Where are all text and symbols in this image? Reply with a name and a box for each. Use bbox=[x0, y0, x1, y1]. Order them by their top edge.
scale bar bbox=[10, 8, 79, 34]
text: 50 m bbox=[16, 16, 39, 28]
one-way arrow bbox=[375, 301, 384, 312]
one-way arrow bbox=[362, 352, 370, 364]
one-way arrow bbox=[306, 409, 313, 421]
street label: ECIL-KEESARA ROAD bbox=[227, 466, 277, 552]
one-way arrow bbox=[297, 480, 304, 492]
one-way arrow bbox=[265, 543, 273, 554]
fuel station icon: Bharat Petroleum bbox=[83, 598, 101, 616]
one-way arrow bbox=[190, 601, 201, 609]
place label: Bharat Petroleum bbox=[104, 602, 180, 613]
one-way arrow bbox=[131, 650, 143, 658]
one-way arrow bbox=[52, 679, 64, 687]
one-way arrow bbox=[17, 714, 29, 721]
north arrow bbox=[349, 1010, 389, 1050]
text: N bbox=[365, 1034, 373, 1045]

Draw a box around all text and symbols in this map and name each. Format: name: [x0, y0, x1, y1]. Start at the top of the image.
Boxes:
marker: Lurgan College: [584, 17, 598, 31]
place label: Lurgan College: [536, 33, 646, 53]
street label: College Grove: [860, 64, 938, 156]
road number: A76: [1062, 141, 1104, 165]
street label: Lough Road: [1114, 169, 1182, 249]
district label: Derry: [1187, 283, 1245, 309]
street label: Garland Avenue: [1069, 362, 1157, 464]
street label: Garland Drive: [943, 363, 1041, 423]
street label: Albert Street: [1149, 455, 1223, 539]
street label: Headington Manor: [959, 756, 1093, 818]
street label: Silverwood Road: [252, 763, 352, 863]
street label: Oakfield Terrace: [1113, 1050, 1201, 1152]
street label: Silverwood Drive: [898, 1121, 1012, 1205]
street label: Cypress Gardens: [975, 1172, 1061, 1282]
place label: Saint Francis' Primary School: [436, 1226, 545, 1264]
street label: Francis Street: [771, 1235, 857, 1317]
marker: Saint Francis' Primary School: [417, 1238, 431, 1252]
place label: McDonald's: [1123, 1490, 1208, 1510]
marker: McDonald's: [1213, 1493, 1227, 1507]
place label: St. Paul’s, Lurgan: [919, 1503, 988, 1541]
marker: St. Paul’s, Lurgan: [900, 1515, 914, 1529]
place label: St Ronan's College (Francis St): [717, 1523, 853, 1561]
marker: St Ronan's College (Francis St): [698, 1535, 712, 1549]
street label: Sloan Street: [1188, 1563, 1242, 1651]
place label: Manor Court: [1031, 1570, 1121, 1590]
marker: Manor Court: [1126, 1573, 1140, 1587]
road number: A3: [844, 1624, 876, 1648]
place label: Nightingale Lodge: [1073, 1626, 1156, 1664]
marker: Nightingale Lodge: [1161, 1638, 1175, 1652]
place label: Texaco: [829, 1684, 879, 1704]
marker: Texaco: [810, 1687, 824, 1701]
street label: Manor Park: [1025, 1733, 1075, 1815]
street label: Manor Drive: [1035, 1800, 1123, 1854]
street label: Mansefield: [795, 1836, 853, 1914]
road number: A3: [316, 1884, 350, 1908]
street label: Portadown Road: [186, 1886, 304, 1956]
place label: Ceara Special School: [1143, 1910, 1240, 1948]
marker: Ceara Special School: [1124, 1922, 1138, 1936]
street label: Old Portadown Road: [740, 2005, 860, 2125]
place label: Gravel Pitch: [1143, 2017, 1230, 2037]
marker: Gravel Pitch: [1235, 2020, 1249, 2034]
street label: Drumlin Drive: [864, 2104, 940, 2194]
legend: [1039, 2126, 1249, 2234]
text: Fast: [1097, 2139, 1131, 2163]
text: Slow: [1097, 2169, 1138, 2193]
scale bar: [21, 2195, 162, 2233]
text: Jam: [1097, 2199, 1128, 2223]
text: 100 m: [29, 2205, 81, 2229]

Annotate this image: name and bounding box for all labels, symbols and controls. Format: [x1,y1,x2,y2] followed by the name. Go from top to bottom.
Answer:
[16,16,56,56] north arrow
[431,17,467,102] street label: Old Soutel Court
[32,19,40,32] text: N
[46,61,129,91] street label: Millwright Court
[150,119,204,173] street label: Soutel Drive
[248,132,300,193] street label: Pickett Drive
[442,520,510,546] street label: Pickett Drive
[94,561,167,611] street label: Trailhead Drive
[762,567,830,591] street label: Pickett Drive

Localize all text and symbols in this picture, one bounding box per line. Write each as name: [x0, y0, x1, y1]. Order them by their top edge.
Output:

Goal of the exercise
What is the number of lines in the data that include "bounding"? Respond with that number and no other text.

Written answer
2